The Calgary-based media company says it will hike its payout to investors between five to 10 per cent over the next two years.
In light of the results, Shaw now expects its free cash flow in 2013 to range from $590 to $600 million.
“As we enter the final quarter of 2013 we are seeing continued positive momentum across our divisions with ongoing revenue growth and overall management of promotional activity and costs," said chief executive officer Brad Shaw in a statement.
In the past fiscal quarter ending in May, Shaw's revenue rose four per cent to $1.33 billion, compared to the mean analyst consensus of $1.30 billion.

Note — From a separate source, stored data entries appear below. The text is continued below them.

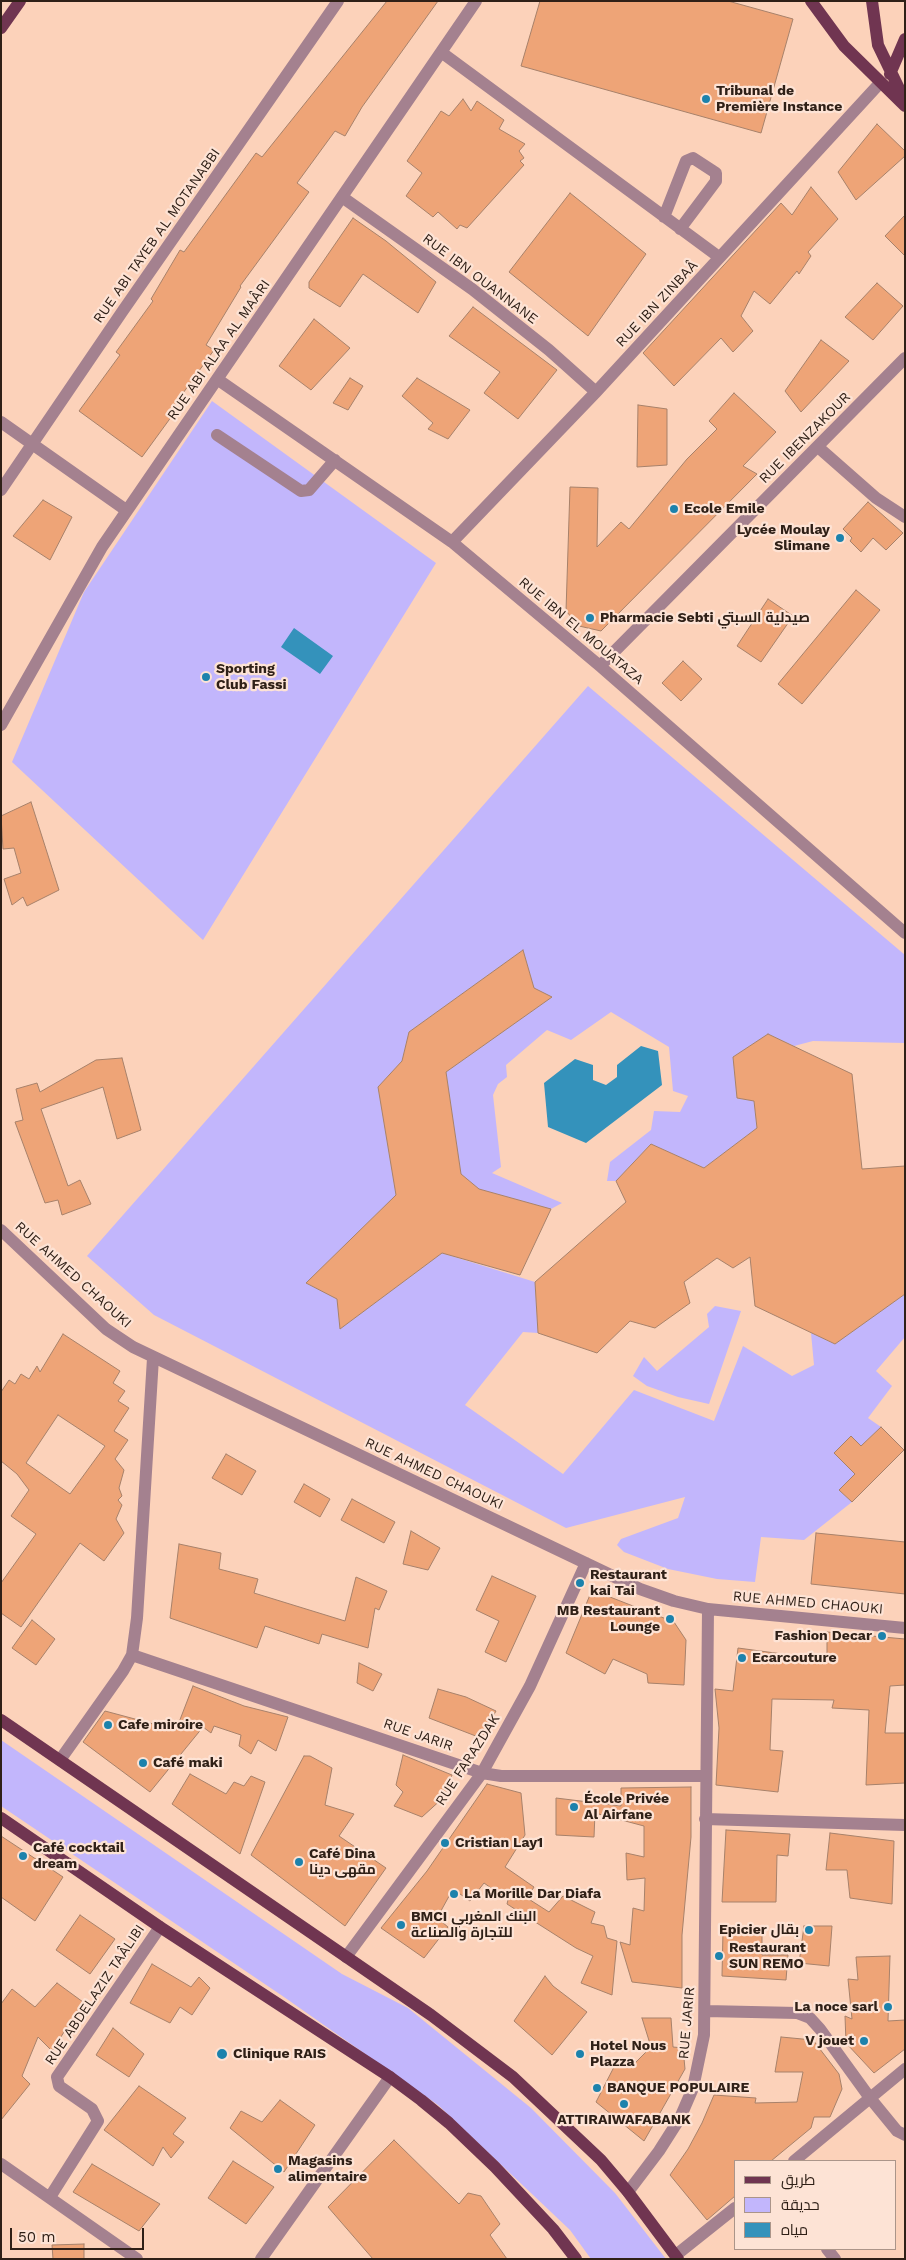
<!DOCTYPE html>
<meta charset="utf-8">
<style>
body{margin:0}
#map{position:relative;width:906px;height:2260px;overflow:hidden;background:#fcd2ba;font-family:"Work Sans",Cairo,sans-serif}
canvas{display:block}
.frame{position:absolute;inset:0;border:2px solid #2f2017;pointer-events:none}
.legend{position:absolute;left:734px;top:2160px;width:162px;height:90px;box-sizing:border-box;background:#fde3d5;border:1px solid #ab9589;margin:0;padding:6px 9px;list-style:none;font-size:15px;color:#2f2017}
.legend li{display:flex;align-items:center;gap:10px;height:25px}
.legend b{width:25px;border:1px solid #ab9589}
.scale{position:absolute;left:10px;top:2228px;width:134px;height:22px;box-sizing:border-box;border:2px solid #2f2017;border-top:0;padding-left:6px;font-size:15px;line-height:18px;white-space:nowrap;color:#2f2017;-webkit-text-stroke:4px #fde3d5;paint-order:stroke}
</style>
<div id="map">
<canvas width="906" height="2260"></canvas>
<div class="frame"></div>
<ul class="legend">
<li><b style="height:6px;background:#703551"></b>طريق</li>
<li><b style="height:14px;background:#c2b6fc"></b>حديقة</li>
<li><b style="height:14px;background:#3492bb"></b>مياه</li>
</ul>
<div class="scale">50 m</div>
</div>
<script>
const ctx = document.querySelector('canvas').getContext('2d');
ctx.lineJoin = 'round';
function fill(path, color) { ctx.fillStyle = color; ctx.fill(path, 'evenodd'); }
const poly = rows => new Path2D(rows.map(r => 'M' + r).join(''));
function trace(path, color, width, dash) { ctx.strokeStyle = color; ctx.lineWidth = width; ctx.lineCap = dash ? 'butt' : 'round'; ctx.setLineDash(dash || []); ctx.stroke(path); }
function drawText(font, color, halo, rows, align = 'center') {
  ctx.font = font + ' "Work Sans",Cairo,sans-serif'; ctx.lineWidth = 4.5; ctx.setLineDash([]); ctx.textBaseline = 'middle'; ctx.strokeStyle = halo; ctx.fillStyle = color; for (const [text, x, y, turn = 0] of rows) {
    ctx.save(); ctx.translate(x, y); ctx.rotate((+turn || 0) * Math.PI / 180); ctx.textAlign = isNaN(turn) ? turn : align; if (halo) ctx.strokeText(text, 0, 0); ctx.fillText(text, 0, 0); ctx.restore();
  }
}
const green = poly([
 [212,401,436,563,203,940,12,762,84,592],
 [588,686,905,955,905,1043,813,1041,794,1046,768,1034,733,1057,737,1098,754,1101,757,1128,704,1168,651,1144,616,1181,607,1181,610,1162,651,1130,654,1111,680,1112,688,1096,673,1091,669,1047,611,1012,571,1040,547,1030,506,1065,507,1077,498,1084,493,1095,501,1167,492,1173,562,1203,551,1209,479,1189,461,1174,446,1072,552,997,534,988,523,950,409,1032,402,1061,378,1087,396,1195,306,1283,337,1299,340,1329,442,1253,535,1282,538,1333,523,1332,465,1405,563,1474,634,1390,714,1421,743,1346,792,1376,814,1365,811,1333,835,1344,905,1294,905,1337,876,1371,892,1386,868,1418,881,1427,861,1446,851,1436,834,1453,855,1474,839,1490,852,1502,804,1540,761,1537,755,1582,717,1579,668,1569,624,1552,617,1545,621,1539,678,1518,685,1497,566,1528,154,1315,87,1256],
 [715,1306,741,1311,709,1404,678,1397,647,1386,633,1376,644,1357,657,1371,709,1327,707,1314],
 [1,1740,342,1974,408,2008,531,2108,615,2193,666,2259,591,2259,570,2230,438,2105,284,1997,1,1806]
]);
const water = poly([
 [294,628,333,656,320,674,281,647],
 [641,1046,658,1051,662,1085,586,1143,548,1127,544,1083,575,1059,593,1065,593,1080,606,1085,617,1077,617,1065]
]);
const building = poly([
 [387,1,438,1,362,107,345,136,335,131,297,183,309,192,240,286,241,287,206,345,214,350,173,407,177,409,142,457,79,411,120,355,116,352,153,301,151,299,180,250,184,252,256,153,262,157,387,1],
 [540,1,728,1,793,19,761,133,521,66,540,1],
 [463,99,471,111,477,101,504,120,499,129,525,144,519,151,524,158,520,161,524,165,467,228,460,225,457,229,438,212,433,217,406,196,422,173,407,161,441,111,449,116,463,99],
 [877,124,905,151,905,156,856,200,838,172,877,124],
 [811,187,838,219,808,252,811,256,799,274,797,271,770,304,754,291,741,316,753,331,733,352,721,338,674,386,643,353,781,203,792,215,811,187],
 [570,193,646,254,588,336,509,272,570,193],
 [905,215,905,256,885,236,905,215],
 [353,218,386,241,436,282,418,313,363,274,340,307,309,288,309,282,353,218],
 [877,283,903,306,873,340,845,317,877,283],
 [473,307,557,370,518,419,484,393,500,372,449,336,473,307],
 [314,319,350,348,311,390,279,366,314,319],
 [821,340,849,361,801,412,785,391,821,340],
 [350,378,363,386,348,410,333,403,350,378],
 [417,378,470,410,448,439,428,429,433,423,402,396,417,378],
 [734,393,776,432,743,466,757,474,601,631,579,626,566,611,570,487,598,488,597,547,621,522,629,529,687,459,717,429,709,421,734,393],
 [638,405,667,409,667,465,637,467,638,405],
 [43,500,72,517,50,560,13,536,43,500],
 [868,502,903,533,886,550,873,538,861,552,850,541,852,538,843,529,868,502],
 [856,590,880,610,802,704,778,684,856,590],
 [768,599,793,616,761,662,737,646,768,599],
 [683,661,702,679,681,701,662,683,683,661],
 [31,802,59,890,27,906,23,897,12,905,4,879,21,873,14,848,3,849,1,816,31,802],
 [523,950,534,988,552,997,446,1072,461,1174,479,1189,551,1209,520,1275,442,1253,340,1329,337,1299,306,1283,396,1195,378,1087,402,1061,409,1032,523,950],
 [768,1034,852,1074,862,1169,905,1166,905,1294,835,1344,755,1306,750,1257,733,1268,717,1258,684,1282,690,1303,655,1328,630,1321,597,1353,538,1333,535,1282,626,1202,616,1181,651,1144,704,1168,757,1128,754,1101,737,1098,733,1057,768,1034],
 [122,1058,141,1130,117,1139,103,1087,41,1109,68,1186,80,1180,91,1204,62,1215,58,1200,45,1203,15,1122,23,1120,16,1089,37,1083,40,1092,96,1060,122,1058],
 [63,1334,120,1371,113,1383,125,1391,118,1401,129,1408,114,1431,128,1440,115,1459,124,1470,119,1488,122,1496,118,1500,122,1505,116,1519,124,1533,104,1561,80,1543,21,1627,1,1613,1,1583,36,1534,11,1516,29,1490,17,1474,1,1461,1,1392,9,1380,15,1384,21,1374,29,1379,37,1366,40,1372,63,1334],
 [58,1415,105,1446,70,1494,26,1463,58,1415],
 [881,1427,904,1450,852,1502,839,1490,855,1474,834,1453,851,1436,861,1446,881,1427],
 [226,1454,256,1471,242,1495,212,1478,226,1454],
 [304,1484,330,1499,320,1517,294,1502,304,1484],
 [352,1499,395,1522,384,1543,341,1520,352,1499],
 [411,1531,440,1548,428,1570,403,1564,411,1531],
 [816,1533,905,1542,905,1594,811,1584,816,1533],
 [179,1544,221,1553,219,1569,258,1579,254,1593,345,1621,356,1577,387,1591,379,1610,375,1608,368,1648,322,1634,319,1644,265,1626,257,1648,170,1618,179,1544],
 [492,1576,536,1596,506,1662,485,1652,499,1621,476,1610,492,1576],
 [592,1590,674,1622,686,1640,684,1685,648,1683,647,1674,613,1659,605,1674,566,1653,592,1590],
 [32,1620,55,1639,36,1665,12,1648,32,1620],
 [827,1632,905,1639,905,1685,890,1686,885,1733,905,1733,905,1783,866,1785,869,1710,832,1708,834,1700,772,1699,770,1750,783,1751,778,1792,716,1785,719,1728,715,1689,733,1691,738,1648,827,1660,827,1632],
 [359,1663,382,1674,373,1691,357,1683,359,1663],
 [193,1686,244,1706,288,1717,276,1751,258,1740,251,1754,239,1746,241,1735,214,1726,211,1733,203,1727,150,1792,83,1742,105,1711,176,1730,193,1686],
 [438,1689,466,1697,496,1711,481,1738,429,1718,438,1689],
 [403,1755,452,1775,444,1797,422,1817,394,1806,403,1792,396,1785,403,1755],
 [304,1756,310,1756,332,1768,325,1805,354,1814,339,1836,386,1868,345,1926,251,1855,304,1756],
 [190,1774,226,1794,234,1782,244,1786,251,1776,265,1782,240,1854,172,1804,190,1774],
 [487,1784,521,1793,525,1835,505,1867,534,1887,527,1898,549,1912,563,1896,595,1912,591,1923,604,1926,607,1938,617,1941,612,1995,581,1983,593,1956,576,1948,507,1904,508,1900,484,1883,470,1901,453,1889,437,1918,448,1927,424,1958,381,1928,427,1871,487,1784],
 [691,1787,691,1837,682,1935,682,1988,632,1982,620,1942,630,1945,633,1908,644,1911,645,1878,627,1880,626,1853,644,1857,644,1826,595,1813,594,1837,556,1835,556,1798,621,1806,621,1788,691,1787],
 [726,1830,790,1834,788,1856,777,1855,776,1902,722,1902,726,1830],
 [830,1833,894,1841,892,1904,850,1898,847,1870,826,1870,830,1833],
 [1,1836,63,1877,35,1921,1,1897,1,1836],
 [80,1915,115,1939,90,1974,56,1950,80,1915],
 [804,1926,832,1926,829,1966,799,1963,804,1926],
 [723,1931,762,1934,762,1955,788,1955,786,1980,722,1976,723,1931],
 [890,1956,888,2021,905,2020,905,2049,874,2073,846,2043,845,2016,852,2019,848,1979,858,1980,856,1957,890,1956],
 [152,1964,191,1987,199,1977,210,1988,192,2015,180,2007,170,2023,130,2003,152,1964],
 [545,1976,553,1986,587,2012,552,2055,514,2021,545,1976],
 [57,1983,83,2002,52,2051,38,2037,22,2076,30,2084,1,2120,1,2004,12,1989,35,2007,57,1983],
 [642,2018,671,2018,673,2047,683,2048,685,2069,644,2141,596,2102,615,2065,632,2066,651,2047,642,2018],
 [113,2028,144,2054,129,2077,96,2055,113,2028],
 [781,2037,813,2040,839,2074,842,2089,830,2117,814,2117,811,2128,771,2161,735,2161,735,2196,707,2220,670,2175,688,2149,702,2123,714,2095,756,2098,755,2103,797,2102,803,2072,775,2072,781,2037],
 [139,2086,186,2118,173,2134,184,2142,171,2158,163,2147,153,2166,104,2130,139,2086],
 [280,2100,315,2125,284,2172,230,2128,241,2111,262,2122,280,2100],
 [394,2140,459,2204,468,2193,481,2196,500,2224,490,2235,507,2259,373,2259,328,2207,394,2140],
 [233,2161,274,2187,246,2224,208,2198,233,2161],
 [92,2164,160,2204,139,2231,73,2192,92,2164],
 [84,2244,84,2259,53,2259,52,2245,84,2244]
]);
const minor = poly([
 [441,52,719,257],
 [342,197,472,289,549,350,596,392],
 [664,217,686,161,693,158,716,173,716,181,680,229],
 [217,379,452,542,600,666,905,933],
 [1,422,126,510],
 [217,435,301,491,309,490,335,460],
 [818,447,876,498,905,517],
 [1,490,122,312,338,1],
 [452,542,596,392,880,83],
 [600,666,905,358],
 [1,725,102,547,476,1],
 [1,1230,106,1329,133,1347,640,1589,674,1601,708,1609,905,1628],
 [132,1655,482,1773,501,1776,705,1776],
 [60,1760,123,1671,132,1655,137,1618,153,1358],
 [705,1819,905,1825],
 [346,1957,482,1773,530,1686,586,1563],
 [706,2011,797,2013,810,2018,820,2029,870,2098,897,2131,905,2135],
 [794,2161,905,2069],
 [1,2164,137,2259],
 [628,2192,659,2151,680,2118,693,2088,704,2035,708,1609],
 [50,2197,98,2121,92,2109,59,2086,57,2077,160,1927],
 [827,2249,835,2259],
 [676,2255,735,2208],
 [261,2259,390,2077]
]);
const major = poly([
 [811,1,844,46,905,106],
 [872,1,878,45,905,101],
 [1,28,20,1],
 [890,74,905,39],
 [1,1720,431,2015,513,2077,601,2160,628,2192,678,2259],
 [1,1818,160,1927,390,2077,421,2100,449,2123,495,2167,553,2229,576,2259]
]);
const markers = [
 [706,99,5,"#1c82ac"],
 [674,509,5,"#1c82ac"],
 [840,538,5,"#1c82ac"],
 [590,618,5,"#1c82ac"],
 [206,677,5,"#1c82ac"],
 [580,1583,5,"#1c82ac"],
 [670,1619,5,"#1c82ac"],
 [882,1636,5,"#1c82ac"],
 [742,1658,5,"#1c82ac"],
 [108,1725,5,"#1c82ac"],
 [143,1763,5,"#1c82ac"],
 [574,1807,5,"#1c82ac"],
 [445,1843,5,"#1c82ac"],
 [23,1856,5,"#1c82ac"],
 [299,1862,5,"#1c82ac"],
 [454,1894,5,"#1c82ac"],
 [401,1925,5,"#1c82ac"],
 [809,1930,5,"#1c82ac"],
 [719,1956,5,"#1c82ac"],
 [888,2007,5,"#1c82ac"],
 [864,2041,5,"#1c82ac"],
 [222,2054,6,"#1c82ac"],
 [580,2054,5,"#1c82ac"],
 [597,2088,5,"#1c82ac"],
 [624,2104,5,"#1c82ac"],
 [278,2169,5,"#1c82ac"]
];
const poiNames = [
 ["Tribunal de",716,91],
 ["Première Instance",716,107],
 ["Ecole Emile",684,509],
 ["Lycée Moulay",830,530,"right"],
 ["Slimane",830,546,"right"],
 ["Pharmacie Sebti صيدلية السبتي",600,618],
 ["Sporting",216,669],
 ["Club Fassi",216,685],
 ["Restaurant",590,1575],
 ["kai Tai",590,1591],
 ["MB Restaurant",660,1611,"right"],
 ["Lounge",660,1627,"right"],
 ["Fashion Decar",872,1636,"right"],
 ["Ecarcouture",752,1658],
 ["Cafe miroire",118,1725],
 ["Café maki",153,1763],
 ["École Privée",584,1799],
 ["Al Airfane",584,1815],
 ["Cristian Lay1",455,1843],
 ["Café cocktail",33,1848],
 ["dream",33,1864],
 ["Café Dina",309,1854],
 ["مقهى دينا",309,1870],
 ["La Morille Dar Diafa",464,1894],
 ["BMCI البنك المغربي",411,1917],
 ["للتجارة والصناعة",411,1933],
 ["Epicier بقال",799,1930,"right"],
 ["Restaurant",729,1948],
 ["SUN REMO",729,1964],
 ["La noce sarl",878,2007,"right"],
 ["V jouet",854,2041,"right"],
 ["Hotel Nous",590,2046],
 ["Plazza",590,2062],
 ["Clinique RAIS",233,2054],
 ["BANQUE POPULAIRE",607,2088],
 ["ATTIRAIWAFABANK",624,2120,"center"],
 ["Magasins",288,2161],
 ["alimentaire",288,2177]
];
const streetNames = [
 ["RUE ABI TAYEB AL MOTANABBI",157,236,-55],
 ["RUE IBN OUANNANE",480,279,37],
 ["RUE IBN ZINBAÂ",657,304,-47],
 ["RUE ABI ALAA AL MAÂRI",219,350,-55],
 ["RUE IBENZAKOUR",805,438,-45],
 ["RUE IBN EL MOUATAZA",581,631,40],
 ["RUE AHMED CHAOUKI",73,1275,42],
 ["RUE AHMED CHAOUKI",434,1474,25],
 ["RUE AHMED CHAOUKI",808,1603,5],
 ["RUE JARIR",418,1735,19],
 ["RUE FARAZDAK",468,1760,-57],
 ["RUE ABDELAZIZ TAÂLIBI",95,1995,-56],
 ["RUE JARIR",687,2023,-85]
];
fill(green, '#c2b6fc');
fill(water, '#3492bb');
fill(building, '#eea477');
trace(building, '#a7816a', 1);
trace(minor, '#a4818f', 12);
trace(major, '#703551', 12);
for (const [x, y, r, color] of markers) { const dot = new Path2D(); dot.arc(x, y, r, 0, 2 * Math.PI); ctx.fillStyle = color; ctx.fill(dot); trace(dot, '#fde3d5', 2); }
drawText('bold 14px', '#2f2017', '#fde3d5', poiNames, 'left');
drawText('14px', '#2f2017', '#fde3d5', streetNames);
</script>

Shaw's net income rose slightly to $250 million or $0.52 per share, compared to $248 million or $0.53 per share for the same period last year, beating analyst expectations by seven pennies.
Shaw reported free cash flow of $138 million versus $203 million for the same prior-year period.
Revenue in Shaw's largest segment, cable, grew four per cent to $825 million, while its satellite revenue rose 3.3 per cent to $218 million and media division sales grew four per cent to $307 million.
The regulator says BCE's (TSE:BCE) Bell must sell off 10 radio stations and 11 television channels. Shaw did not mention whether it had any interest in purchasing those assets when they become available.
Amongst the television assets that Bell must divest are The Family Channel, Cartoon Network, Teletoon and Disney XD.
Shaw rose 69 cents to $24.63 as of 9:40 pm ET.